San John Henry Newman, cuya memoria celebramos hoy, entendió esto profundamente. Su vida fue una búsqueda constante de la verdad, una oración pensante y perseverante. En su corazón resonaban estas palabras: “Dios me ha creado para un servicio concreto; me ha confiado una tarea que no ha dado a otro.”

Esa certeza lo llevó a transformar su pensamiento, su docencia y su oración en una sola cosa: una vida vivida en presencia de Dios.

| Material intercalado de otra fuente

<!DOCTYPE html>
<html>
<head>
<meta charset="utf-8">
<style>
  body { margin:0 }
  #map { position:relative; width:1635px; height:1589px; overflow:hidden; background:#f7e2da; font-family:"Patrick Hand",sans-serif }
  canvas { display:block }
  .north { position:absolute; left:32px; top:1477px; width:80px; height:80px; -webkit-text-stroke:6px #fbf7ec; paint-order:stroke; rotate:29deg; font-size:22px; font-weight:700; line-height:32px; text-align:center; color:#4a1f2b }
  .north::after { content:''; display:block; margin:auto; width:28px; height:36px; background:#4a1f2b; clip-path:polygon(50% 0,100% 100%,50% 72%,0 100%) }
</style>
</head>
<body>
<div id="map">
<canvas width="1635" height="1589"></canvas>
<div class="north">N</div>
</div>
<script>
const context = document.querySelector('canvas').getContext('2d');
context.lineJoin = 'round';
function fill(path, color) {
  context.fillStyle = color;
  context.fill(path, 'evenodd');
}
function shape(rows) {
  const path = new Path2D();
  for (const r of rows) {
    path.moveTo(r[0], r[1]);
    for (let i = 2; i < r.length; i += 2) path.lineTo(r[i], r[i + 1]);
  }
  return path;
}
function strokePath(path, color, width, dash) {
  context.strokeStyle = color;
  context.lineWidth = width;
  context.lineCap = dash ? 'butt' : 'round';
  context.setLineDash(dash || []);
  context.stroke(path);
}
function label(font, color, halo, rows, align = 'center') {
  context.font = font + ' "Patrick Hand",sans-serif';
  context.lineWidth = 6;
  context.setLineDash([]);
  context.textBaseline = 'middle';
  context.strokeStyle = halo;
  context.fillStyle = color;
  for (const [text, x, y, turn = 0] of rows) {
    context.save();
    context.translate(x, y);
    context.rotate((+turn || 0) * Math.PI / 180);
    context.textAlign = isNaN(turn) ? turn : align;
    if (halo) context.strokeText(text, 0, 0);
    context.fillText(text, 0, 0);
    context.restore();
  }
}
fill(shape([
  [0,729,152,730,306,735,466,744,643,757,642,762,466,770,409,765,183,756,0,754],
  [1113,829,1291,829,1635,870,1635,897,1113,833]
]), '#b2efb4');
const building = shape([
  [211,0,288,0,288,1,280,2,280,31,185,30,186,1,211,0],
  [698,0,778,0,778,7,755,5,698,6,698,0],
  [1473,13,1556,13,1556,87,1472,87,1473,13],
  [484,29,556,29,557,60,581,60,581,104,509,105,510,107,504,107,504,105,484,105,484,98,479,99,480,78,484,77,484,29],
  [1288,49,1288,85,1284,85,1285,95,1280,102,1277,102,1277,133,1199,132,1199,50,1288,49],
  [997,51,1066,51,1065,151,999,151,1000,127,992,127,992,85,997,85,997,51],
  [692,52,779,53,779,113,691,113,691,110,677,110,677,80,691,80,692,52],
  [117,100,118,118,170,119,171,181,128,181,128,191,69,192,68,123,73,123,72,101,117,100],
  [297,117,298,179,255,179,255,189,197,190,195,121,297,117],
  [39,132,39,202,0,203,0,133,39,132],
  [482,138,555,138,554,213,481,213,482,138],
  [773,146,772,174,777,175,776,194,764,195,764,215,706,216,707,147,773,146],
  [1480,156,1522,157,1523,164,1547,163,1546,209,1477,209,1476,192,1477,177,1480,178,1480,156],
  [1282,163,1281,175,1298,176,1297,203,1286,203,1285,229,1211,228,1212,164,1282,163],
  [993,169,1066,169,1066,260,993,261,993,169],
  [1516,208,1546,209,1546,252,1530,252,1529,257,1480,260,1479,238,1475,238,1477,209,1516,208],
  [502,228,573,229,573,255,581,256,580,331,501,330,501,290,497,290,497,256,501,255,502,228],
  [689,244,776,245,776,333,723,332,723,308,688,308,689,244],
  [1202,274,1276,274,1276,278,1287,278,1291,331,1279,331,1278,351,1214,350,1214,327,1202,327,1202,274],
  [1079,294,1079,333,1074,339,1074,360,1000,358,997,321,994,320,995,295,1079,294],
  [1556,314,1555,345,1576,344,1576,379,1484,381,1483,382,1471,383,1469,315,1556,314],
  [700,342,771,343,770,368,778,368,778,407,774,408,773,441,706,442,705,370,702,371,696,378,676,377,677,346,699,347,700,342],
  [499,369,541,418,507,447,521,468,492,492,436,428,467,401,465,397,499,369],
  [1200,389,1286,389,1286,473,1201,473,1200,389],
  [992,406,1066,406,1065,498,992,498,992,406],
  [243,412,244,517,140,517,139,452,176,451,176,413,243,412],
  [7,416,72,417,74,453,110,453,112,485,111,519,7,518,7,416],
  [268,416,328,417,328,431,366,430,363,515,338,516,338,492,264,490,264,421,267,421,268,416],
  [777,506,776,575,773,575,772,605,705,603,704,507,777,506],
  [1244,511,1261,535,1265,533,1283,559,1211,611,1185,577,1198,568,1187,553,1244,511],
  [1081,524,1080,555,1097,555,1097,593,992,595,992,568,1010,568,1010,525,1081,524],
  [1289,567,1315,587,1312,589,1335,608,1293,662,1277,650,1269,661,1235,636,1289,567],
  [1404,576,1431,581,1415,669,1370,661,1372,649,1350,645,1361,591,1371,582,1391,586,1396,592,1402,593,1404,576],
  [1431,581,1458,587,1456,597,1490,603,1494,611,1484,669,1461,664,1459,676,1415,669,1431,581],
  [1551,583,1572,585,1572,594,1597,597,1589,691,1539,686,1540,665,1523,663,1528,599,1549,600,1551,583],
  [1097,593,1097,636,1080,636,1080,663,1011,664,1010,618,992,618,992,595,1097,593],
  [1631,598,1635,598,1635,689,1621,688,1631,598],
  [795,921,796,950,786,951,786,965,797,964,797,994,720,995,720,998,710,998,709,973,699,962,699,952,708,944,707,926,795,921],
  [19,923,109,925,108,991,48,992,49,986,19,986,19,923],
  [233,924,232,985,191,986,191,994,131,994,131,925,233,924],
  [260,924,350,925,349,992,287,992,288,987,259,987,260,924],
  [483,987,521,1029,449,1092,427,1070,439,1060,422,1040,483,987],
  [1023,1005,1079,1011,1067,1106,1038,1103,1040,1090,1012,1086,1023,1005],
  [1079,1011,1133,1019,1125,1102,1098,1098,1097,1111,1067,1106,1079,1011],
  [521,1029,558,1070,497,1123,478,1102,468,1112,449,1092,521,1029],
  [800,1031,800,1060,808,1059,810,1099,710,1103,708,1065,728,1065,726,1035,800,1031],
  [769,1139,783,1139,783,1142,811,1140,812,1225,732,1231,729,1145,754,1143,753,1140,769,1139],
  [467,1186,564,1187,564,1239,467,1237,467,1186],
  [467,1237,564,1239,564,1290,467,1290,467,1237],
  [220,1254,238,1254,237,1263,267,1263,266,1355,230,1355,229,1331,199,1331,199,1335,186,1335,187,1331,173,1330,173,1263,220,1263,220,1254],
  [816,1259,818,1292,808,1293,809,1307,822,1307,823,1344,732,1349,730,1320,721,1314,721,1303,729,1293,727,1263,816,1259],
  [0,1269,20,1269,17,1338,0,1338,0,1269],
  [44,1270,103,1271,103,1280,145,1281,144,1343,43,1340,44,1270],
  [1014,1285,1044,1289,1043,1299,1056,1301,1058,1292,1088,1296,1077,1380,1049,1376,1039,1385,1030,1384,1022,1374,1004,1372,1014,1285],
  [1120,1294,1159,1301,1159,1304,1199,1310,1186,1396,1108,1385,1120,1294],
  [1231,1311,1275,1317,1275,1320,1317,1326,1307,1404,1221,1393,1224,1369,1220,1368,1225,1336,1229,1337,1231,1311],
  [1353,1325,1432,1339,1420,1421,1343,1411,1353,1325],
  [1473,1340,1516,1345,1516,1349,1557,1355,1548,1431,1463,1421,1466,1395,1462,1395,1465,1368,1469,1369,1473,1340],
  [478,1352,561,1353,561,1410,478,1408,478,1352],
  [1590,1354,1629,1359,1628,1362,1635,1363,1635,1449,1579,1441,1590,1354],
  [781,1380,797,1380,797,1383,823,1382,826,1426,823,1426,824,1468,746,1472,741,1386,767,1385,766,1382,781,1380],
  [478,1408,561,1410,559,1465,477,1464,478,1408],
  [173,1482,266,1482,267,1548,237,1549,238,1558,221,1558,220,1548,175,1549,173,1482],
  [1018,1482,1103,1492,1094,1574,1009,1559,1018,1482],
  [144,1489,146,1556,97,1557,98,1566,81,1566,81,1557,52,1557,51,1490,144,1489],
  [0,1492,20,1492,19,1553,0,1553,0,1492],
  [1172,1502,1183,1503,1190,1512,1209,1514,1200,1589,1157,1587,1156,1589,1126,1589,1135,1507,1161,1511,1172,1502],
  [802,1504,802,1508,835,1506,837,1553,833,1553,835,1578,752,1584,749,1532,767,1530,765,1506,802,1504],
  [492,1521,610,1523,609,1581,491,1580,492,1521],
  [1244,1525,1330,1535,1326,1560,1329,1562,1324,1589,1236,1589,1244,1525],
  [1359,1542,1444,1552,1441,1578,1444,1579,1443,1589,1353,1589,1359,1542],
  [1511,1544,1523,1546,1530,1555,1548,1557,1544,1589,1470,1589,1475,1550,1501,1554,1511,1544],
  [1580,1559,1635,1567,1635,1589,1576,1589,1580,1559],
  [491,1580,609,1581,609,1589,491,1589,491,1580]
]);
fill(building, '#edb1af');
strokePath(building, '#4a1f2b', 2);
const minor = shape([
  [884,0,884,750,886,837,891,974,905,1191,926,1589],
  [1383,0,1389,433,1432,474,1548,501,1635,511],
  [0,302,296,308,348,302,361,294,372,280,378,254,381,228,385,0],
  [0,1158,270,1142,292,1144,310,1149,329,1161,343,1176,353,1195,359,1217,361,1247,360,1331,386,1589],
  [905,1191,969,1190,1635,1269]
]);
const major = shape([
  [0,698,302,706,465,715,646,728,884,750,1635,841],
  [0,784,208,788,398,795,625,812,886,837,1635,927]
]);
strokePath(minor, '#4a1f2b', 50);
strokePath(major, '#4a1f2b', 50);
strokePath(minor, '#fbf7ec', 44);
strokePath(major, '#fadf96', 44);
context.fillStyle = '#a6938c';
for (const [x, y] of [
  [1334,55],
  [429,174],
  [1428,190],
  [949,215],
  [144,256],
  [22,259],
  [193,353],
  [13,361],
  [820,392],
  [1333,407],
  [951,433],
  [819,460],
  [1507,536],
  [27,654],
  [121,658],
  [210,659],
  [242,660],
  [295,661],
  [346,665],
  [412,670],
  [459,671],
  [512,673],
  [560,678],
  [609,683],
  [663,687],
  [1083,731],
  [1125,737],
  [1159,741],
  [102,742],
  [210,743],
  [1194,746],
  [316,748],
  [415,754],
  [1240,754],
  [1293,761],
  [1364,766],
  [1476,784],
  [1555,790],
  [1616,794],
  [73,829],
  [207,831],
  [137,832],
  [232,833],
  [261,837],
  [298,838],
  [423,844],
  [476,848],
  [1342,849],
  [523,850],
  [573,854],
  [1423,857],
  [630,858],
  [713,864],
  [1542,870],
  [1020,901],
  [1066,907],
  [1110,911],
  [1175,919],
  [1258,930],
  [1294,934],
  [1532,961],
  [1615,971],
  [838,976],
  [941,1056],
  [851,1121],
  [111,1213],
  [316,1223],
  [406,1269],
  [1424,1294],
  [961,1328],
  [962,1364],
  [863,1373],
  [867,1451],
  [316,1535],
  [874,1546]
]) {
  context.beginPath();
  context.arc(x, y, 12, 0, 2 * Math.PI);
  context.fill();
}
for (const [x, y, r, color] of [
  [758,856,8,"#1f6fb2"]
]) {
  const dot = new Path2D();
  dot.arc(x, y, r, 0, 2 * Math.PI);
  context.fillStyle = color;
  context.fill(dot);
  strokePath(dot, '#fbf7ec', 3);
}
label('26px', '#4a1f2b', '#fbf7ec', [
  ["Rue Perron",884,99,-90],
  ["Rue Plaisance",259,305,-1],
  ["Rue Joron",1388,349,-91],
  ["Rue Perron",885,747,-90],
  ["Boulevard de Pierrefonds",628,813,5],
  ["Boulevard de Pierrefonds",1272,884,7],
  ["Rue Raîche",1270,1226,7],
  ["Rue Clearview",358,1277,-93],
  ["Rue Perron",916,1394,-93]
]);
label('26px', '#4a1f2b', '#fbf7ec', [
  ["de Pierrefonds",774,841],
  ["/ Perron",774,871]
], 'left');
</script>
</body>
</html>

Para él, creer era pensar, amar, servir y sufrir en sintonía con Cristo. Era, en definitiva, orar con la vida.

Hermanos, orar con la vida hoy significa:

  • No separarnos de Dios cuando las cosas no salen bien.
  • No dejar de hacer el bien, aunque no sea rentable.
  • No callar ante la injusticia, aunque sea incómodo.
  • No dejar de esperar, aunque el mundo parezca sin rumbo.

Orar con la vida es vivir con un corazón que confía y perdona, con unas manos que ayudan y unos labios que bendicen. Es la oración de la madre que sostiene su hogar, del trabajador que cumple con honradez, del enfermo que ofrece su dolor,
del creyente que sigue esperando.

Cuando dentro de unos momentos presentemos el pan y el vino, presentemos también nuestra oración hecha vida: las horas de trabajo, los pequeños gestos de bondad, las lágrimas escondidas, todo lo que somos y todo lo que esperamos.

Oración final

Señor Jesús,
enséñanos a orar con la vida,
a mantenernos fieles cuando el mal parece triunfar,
a ser como el árbol plantado junto al agua,
que da fruto en su tiempo y no se seca.

Danos tu Espíritu Santo,
para que cada palabra, cada trabajo y cada silencio
se conviertan en oración.

Haznos vivir con un corazón agradecido,
confiado en tu amor y abierto al bien.

Y que, al final de nuestros días,
podamos decir que nuestra vida entera
fue una oración vivida en tu presencia. Amén.